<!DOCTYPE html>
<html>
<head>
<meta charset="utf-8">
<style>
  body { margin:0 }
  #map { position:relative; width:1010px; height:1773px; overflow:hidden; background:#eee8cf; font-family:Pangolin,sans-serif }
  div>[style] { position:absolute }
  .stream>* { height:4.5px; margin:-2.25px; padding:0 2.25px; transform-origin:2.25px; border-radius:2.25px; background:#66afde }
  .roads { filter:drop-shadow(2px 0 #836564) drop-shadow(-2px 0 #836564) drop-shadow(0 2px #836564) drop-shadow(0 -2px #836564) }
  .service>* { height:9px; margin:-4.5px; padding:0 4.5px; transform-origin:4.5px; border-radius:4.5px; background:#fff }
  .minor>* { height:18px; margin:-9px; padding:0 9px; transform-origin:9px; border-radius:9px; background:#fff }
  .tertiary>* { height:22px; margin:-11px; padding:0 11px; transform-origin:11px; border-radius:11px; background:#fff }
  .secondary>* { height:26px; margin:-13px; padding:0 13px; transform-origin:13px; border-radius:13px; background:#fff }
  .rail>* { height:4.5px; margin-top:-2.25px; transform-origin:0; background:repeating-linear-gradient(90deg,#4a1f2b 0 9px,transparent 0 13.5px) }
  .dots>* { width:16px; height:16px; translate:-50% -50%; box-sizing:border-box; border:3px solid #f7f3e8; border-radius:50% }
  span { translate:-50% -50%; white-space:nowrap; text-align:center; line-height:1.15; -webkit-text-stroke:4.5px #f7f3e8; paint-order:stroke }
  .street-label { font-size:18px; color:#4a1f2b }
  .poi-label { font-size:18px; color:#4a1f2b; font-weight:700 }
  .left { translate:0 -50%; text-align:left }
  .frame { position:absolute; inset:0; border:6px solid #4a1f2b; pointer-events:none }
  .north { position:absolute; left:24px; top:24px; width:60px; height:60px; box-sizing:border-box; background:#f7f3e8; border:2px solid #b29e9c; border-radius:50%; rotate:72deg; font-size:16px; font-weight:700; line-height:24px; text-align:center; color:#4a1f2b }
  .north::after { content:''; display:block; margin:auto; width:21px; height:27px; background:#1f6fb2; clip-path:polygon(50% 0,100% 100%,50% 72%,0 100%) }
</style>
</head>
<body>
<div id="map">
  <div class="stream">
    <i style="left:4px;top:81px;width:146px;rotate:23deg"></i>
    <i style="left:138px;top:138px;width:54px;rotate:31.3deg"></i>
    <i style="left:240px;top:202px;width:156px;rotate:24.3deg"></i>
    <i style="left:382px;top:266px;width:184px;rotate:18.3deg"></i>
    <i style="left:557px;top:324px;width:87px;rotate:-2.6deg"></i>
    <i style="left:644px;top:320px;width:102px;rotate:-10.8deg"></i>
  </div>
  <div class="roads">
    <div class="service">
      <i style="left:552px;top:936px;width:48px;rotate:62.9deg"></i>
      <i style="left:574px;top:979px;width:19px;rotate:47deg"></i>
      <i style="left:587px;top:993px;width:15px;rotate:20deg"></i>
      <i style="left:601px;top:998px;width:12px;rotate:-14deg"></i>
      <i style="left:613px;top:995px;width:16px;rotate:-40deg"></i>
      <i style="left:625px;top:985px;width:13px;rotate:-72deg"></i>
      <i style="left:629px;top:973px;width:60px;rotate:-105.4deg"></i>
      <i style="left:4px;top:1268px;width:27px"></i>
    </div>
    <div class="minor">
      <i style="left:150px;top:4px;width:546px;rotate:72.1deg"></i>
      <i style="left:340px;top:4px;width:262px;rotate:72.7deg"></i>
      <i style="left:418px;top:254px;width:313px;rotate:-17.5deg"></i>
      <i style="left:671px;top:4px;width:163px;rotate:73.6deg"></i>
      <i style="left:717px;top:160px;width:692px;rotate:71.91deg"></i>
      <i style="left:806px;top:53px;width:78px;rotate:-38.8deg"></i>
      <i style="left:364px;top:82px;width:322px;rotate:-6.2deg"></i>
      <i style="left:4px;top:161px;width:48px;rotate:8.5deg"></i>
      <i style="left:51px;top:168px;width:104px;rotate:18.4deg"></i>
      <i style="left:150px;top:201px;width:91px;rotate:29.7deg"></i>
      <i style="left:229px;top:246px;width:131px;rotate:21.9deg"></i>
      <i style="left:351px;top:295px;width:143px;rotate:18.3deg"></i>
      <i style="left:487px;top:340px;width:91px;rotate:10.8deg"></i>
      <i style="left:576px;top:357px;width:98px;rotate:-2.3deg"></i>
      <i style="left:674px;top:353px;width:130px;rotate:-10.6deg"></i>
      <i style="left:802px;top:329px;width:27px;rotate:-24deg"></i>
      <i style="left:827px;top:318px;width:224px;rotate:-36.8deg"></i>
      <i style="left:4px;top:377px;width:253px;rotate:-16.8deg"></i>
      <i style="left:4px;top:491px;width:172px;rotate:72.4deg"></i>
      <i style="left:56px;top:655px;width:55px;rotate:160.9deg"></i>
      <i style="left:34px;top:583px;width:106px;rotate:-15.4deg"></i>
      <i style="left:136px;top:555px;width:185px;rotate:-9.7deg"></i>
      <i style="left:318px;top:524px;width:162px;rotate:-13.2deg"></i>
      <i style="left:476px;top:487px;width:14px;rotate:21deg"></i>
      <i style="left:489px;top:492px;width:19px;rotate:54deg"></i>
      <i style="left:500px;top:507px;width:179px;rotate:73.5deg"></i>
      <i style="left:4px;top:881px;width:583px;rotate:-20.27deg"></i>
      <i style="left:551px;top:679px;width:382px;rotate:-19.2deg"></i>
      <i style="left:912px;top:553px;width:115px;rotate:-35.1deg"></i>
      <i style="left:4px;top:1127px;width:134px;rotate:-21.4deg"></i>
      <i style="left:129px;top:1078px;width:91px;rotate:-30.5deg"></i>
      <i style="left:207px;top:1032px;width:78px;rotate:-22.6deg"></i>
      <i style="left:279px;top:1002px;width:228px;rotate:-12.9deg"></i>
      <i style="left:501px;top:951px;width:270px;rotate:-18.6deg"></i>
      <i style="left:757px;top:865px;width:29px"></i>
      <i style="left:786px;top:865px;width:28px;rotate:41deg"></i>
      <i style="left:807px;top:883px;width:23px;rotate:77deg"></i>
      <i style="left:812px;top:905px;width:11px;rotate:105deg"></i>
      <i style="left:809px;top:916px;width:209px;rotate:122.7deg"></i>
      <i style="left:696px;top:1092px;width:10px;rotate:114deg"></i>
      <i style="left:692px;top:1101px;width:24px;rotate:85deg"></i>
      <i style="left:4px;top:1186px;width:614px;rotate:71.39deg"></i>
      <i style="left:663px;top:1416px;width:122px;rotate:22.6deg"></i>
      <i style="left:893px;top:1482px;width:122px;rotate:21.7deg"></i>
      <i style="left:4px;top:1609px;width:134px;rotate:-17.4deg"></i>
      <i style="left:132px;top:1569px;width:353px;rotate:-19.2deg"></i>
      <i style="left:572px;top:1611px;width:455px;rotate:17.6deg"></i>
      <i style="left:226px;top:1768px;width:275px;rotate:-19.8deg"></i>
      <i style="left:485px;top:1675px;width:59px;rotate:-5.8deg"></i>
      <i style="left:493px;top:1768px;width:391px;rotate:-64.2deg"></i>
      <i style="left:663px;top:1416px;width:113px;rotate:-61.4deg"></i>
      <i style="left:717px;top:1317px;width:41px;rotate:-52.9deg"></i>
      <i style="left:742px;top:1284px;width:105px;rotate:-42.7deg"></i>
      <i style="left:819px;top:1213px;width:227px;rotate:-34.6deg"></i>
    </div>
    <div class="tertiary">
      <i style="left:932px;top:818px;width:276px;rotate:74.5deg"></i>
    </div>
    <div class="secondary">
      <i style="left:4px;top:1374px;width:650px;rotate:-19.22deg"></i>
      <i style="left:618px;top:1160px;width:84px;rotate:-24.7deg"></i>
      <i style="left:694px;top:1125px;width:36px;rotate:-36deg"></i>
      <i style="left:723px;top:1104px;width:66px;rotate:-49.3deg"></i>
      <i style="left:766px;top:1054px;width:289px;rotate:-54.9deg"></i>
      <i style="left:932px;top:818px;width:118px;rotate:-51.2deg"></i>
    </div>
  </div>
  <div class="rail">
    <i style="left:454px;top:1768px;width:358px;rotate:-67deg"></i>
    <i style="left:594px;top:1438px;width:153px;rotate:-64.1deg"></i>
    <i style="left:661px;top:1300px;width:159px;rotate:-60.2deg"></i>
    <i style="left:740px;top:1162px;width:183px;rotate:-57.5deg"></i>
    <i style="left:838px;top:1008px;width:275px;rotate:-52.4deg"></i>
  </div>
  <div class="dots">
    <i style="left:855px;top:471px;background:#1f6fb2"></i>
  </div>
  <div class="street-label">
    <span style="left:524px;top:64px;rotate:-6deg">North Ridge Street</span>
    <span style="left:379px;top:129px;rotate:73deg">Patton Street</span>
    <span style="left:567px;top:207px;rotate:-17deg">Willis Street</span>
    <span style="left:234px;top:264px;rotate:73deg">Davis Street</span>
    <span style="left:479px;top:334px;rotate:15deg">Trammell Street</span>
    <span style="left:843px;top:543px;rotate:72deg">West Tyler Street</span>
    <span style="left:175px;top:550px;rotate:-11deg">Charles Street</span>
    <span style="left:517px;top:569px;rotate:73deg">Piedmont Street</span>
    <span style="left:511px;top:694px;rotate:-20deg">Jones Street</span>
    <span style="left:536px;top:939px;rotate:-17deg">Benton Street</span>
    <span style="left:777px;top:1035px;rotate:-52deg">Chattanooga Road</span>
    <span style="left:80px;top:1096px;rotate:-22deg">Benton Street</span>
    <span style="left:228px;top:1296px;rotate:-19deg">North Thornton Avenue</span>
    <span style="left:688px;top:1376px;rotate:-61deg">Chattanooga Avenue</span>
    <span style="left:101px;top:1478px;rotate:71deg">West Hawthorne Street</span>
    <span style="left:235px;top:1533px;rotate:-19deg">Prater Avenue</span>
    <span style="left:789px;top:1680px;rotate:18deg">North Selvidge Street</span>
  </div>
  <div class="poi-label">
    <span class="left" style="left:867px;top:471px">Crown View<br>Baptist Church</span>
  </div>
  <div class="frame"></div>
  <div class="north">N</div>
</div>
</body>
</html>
* * *
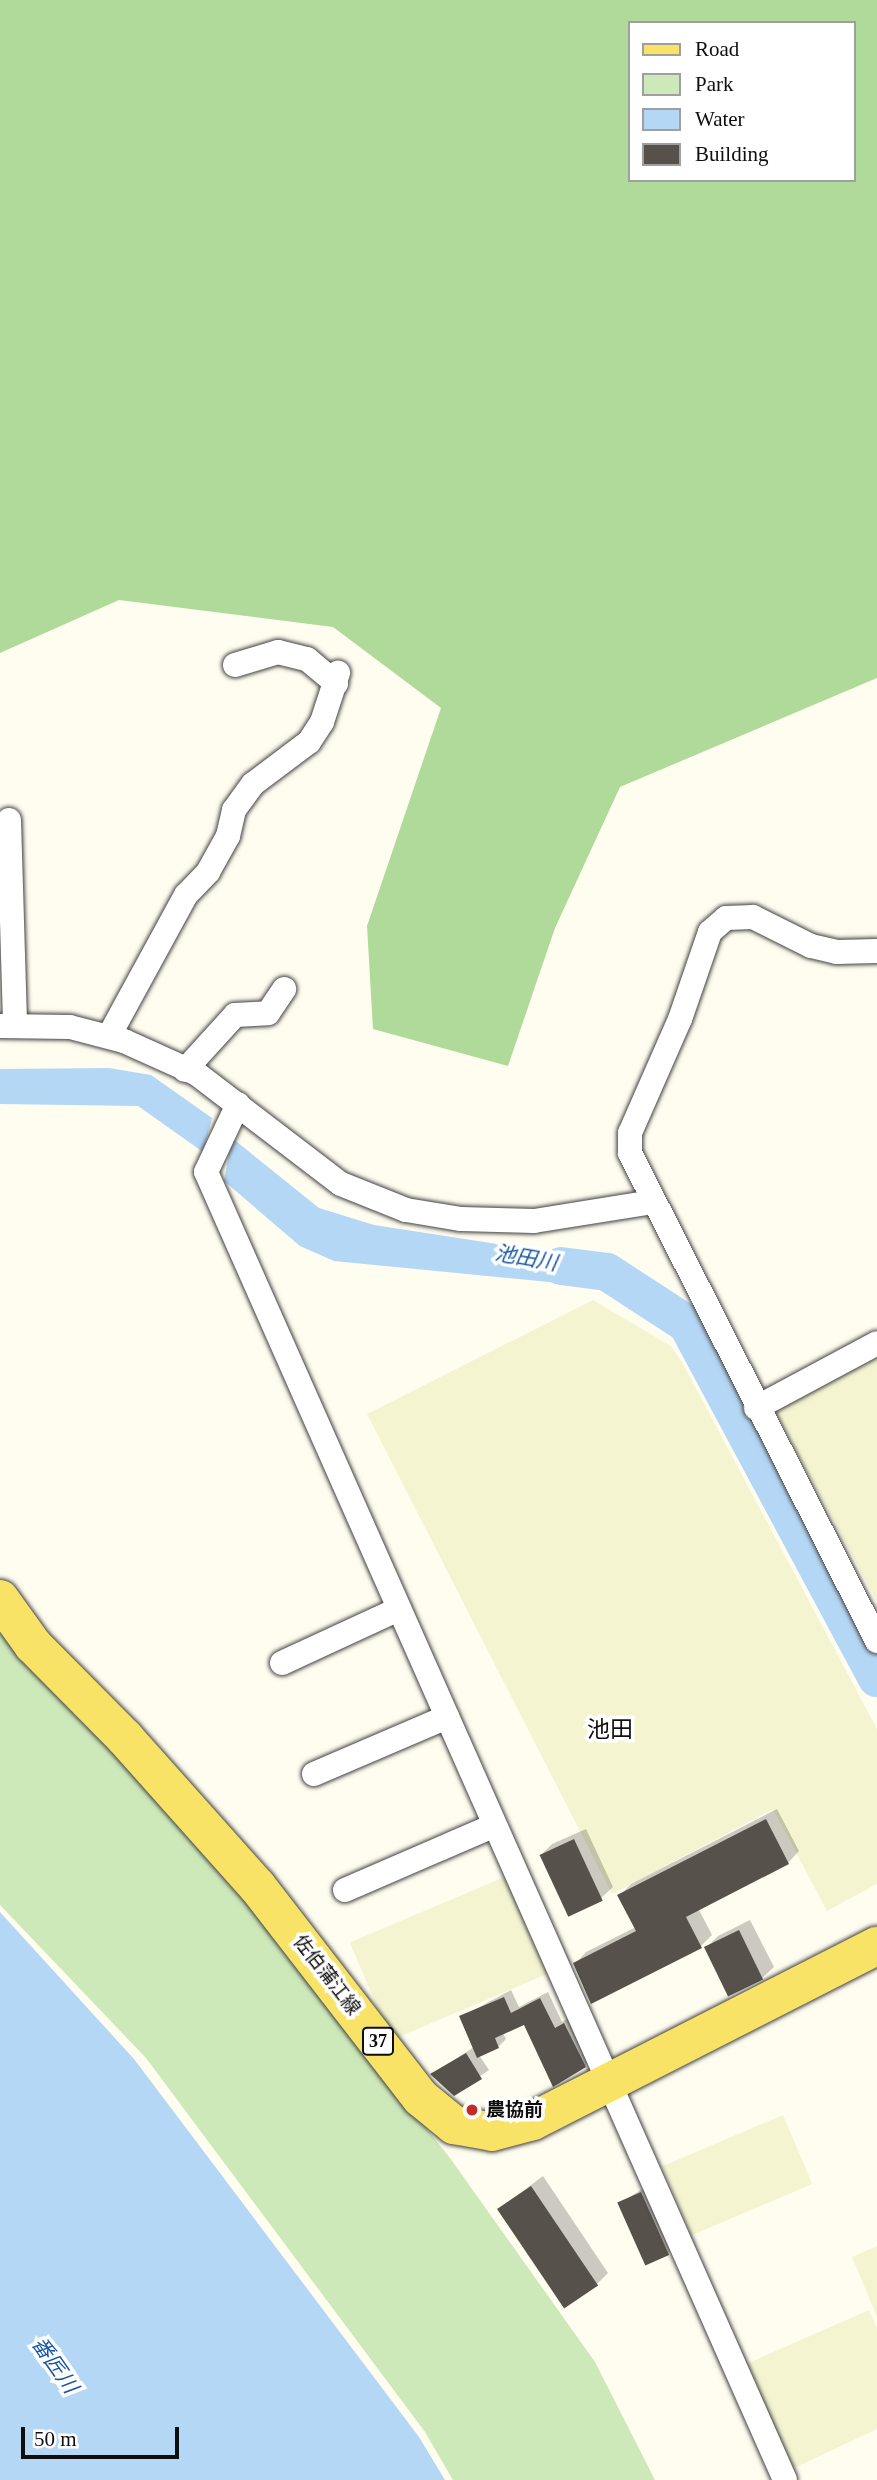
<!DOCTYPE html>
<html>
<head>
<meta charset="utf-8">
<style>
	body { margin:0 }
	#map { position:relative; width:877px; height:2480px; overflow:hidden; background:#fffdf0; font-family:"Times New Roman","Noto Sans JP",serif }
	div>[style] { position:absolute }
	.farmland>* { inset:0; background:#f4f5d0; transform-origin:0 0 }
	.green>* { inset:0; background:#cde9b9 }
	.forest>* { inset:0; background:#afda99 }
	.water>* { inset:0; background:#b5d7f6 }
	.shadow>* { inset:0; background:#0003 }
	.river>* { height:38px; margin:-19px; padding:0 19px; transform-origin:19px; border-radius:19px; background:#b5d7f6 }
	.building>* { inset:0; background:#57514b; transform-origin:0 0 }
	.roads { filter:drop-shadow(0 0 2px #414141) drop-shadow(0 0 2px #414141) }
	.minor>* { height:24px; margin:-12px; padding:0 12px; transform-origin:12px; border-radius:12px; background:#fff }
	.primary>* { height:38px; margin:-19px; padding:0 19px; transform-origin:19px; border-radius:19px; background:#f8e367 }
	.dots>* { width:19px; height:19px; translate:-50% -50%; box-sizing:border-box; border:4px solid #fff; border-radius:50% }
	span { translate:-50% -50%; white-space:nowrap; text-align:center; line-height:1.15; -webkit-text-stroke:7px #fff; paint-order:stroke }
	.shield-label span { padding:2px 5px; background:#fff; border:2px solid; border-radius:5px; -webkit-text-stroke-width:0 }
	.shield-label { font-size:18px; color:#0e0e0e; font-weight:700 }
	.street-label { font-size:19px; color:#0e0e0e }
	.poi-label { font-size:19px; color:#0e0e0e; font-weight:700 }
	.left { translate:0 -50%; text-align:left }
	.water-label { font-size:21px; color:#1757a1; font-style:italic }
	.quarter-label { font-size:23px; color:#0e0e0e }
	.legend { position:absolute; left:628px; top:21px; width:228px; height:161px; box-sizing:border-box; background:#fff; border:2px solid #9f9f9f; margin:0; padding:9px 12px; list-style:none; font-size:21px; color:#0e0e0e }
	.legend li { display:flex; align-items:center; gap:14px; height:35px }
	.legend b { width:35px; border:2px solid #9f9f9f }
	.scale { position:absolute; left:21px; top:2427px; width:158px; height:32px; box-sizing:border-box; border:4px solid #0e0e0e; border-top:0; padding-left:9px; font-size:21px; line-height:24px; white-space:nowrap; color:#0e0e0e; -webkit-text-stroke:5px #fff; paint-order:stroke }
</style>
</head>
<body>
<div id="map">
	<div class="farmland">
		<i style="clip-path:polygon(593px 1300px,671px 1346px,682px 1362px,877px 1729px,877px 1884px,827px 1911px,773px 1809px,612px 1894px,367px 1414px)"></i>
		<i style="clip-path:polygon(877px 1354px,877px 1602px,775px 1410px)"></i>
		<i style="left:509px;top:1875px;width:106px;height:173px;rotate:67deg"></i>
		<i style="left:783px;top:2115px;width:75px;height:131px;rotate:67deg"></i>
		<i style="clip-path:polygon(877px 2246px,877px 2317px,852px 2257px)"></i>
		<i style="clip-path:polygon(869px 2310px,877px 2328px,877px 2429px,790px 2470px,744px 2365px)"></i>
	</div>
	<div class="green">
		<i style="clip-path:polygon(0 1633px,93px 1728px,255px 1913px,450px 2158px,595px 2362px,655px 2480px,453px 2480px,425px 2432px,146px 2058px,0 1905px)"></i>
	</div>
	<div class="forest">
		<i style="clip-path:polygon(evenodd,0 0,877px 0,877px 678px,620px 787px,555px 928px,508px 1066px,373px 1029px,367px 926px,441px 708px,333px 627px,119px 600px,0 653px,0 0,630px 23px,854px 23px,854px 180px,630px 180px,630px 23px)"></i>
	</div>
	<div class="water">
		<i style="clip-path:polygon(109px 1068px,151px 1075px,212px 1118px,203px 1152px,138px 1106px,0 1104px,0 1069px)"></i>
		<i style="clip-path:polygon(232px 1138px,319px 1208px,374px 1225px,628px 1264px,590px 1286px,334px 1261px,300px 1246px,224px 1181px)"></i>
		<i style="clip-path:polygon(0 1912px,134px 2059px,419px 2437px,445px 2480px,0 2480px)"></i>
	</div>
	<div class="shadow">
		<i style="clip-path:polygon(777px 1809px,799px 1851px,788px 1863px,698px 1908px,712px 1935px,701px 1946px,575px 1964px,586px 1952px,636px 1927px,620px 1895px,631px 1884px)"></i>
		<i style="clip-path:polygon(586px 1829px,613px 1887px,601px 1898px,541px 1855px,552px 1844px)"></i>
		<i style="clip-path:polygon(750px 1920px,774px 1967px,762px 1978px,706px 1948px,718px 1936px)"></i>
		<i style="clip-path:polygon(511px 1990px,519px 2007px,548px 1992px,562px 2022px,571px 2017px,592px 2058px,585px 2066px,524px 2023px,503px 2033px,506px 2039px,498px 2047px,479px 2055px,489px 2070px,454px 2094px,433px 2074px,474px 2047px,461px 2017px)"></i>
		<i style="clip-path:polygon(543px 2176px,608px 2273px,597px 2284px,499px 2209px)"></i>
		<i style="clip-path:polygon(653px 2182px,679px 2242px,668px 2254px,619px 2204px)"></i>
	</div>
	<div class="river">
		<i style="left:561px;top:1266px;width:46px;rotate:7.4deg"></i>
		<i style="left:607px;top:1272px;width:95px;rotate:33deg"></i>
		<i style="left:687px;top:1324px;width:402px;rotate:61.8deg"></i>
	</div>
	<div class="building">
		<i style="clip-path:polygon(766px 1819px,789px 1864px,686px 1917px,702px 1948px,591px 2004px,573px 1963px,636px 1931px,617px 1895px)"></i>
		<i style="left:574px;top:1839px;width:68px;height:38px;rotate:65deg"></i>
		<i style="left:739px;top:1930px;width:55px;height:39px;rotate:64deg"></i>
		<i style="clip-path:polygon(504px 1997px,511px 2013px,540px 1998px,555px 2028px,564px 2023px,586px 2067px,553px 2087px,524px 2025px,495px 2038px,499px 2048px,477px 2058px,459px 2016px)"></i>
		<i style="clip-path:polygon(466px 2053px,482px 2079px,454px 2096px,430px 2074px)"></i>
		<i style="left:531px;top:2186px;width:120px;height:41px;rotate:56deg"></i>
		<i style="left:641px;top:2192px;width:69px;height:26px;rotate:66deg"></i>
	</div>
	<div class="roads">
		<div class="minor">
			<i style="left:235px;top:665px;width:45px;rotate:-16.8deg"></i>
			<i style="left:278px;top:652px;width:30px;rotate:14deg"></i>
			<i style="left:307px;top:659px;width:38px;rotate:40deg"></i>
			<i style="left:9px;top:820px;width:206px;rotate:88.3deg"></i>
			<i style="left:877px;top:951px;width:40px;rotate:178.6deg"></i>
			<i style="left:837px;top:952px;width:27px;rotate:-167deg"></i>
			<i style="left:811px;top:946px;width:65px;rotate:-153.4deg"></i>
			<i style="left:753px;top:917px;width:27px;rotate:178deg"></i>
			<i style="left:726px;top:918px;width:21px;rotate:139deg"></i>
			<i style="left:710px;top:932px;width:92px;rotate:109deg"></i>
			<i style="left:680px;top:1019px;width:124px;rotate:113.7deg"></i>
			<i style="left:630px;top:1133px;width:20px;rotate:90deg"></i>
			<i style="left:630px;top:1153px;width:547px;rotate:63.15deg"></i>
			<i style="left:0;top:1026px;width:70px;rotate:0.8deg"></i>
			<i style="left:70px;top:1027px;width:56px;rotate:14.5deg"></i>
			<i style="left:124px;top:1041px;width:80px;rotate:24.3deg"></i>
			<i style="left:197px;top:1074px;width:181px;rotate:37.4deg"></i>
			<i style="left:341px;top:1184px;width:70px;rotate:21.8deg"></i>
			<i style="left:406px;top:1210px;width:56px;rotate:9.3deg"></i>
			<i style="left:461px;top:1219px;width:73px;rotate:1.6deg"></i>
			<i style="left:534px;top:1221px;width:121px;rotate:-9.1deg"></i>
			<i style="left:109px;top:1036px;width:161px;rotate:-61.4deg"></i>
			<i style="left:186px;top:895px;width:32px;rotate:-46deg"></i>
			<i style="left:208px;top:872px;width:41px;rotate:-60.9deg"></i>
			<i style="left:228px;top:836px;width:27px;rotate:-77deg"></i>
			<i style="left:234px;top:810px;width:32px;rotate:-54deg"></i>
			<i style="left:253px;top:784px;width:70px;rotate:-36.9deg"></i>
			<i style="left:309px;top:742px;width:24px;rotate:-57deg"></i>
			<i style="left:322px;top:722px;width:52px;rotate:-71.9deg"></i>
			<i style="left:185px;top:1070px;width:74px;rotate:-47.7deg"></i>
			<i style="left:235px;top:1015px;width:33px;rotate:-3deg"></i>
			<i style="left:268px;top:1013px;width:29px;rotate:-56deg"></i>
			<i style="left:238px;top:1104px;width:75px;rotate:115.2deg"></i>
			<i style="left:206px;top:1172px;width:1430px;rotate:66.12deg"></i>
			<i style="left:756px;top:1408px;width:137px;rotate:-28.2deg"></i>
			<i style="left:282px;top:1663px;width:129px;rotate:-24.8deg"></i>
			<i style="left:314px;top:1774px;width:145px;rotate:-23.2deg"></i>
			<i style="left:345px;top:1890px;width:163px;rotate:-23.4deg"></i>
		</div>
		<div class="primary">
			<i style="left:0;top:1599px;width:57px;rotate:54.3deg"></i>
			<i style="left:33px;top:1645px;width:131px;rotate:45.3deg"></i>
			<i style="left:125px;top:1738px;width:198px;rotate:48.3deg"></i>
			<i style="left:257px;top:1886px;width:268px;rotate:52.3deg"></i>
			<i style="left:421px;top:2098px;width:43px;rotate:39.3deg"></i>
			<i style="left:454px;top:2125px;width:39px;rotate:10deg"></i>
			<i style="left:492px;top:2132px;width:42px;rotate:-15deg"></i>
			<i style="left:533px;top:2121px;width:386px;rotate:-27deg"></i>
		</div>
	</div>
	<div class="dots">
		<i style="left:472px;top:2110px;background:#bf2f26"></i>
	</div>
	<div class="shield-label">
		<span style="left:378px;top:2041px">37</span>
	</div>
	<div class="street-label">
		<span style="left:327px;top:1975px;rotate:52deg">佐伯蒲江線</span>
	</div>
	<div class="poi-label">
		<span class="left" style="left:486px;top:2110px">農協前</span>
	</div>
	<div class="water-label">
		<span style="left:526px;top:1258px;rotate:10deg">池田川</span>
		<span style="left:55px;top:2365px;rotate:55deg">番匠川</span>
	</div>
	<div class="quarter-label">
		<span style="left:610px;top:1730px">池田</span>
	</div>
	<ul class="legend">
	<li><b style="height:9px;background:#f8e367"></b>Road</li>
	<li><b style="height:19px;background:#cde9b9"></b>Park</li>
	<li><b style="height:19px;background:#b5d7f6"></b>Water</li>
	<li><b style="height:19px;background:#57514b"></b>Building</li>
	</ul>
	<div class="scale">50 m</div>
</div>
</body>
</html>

*What you will do*
Which lines above hold the string "overflow"? Show each of them.

*Task output*
  #map { position:relative; width:1010px; height:1773px; overflow:hidden; background:#eee8cf; font-family:Pangolin,sans-serif }
	#map { position:relative; width:877px; height:2480px; overflow:hidden; background:#fffdf0; font-family:"Times New Roman","Noto Sans JP",serif }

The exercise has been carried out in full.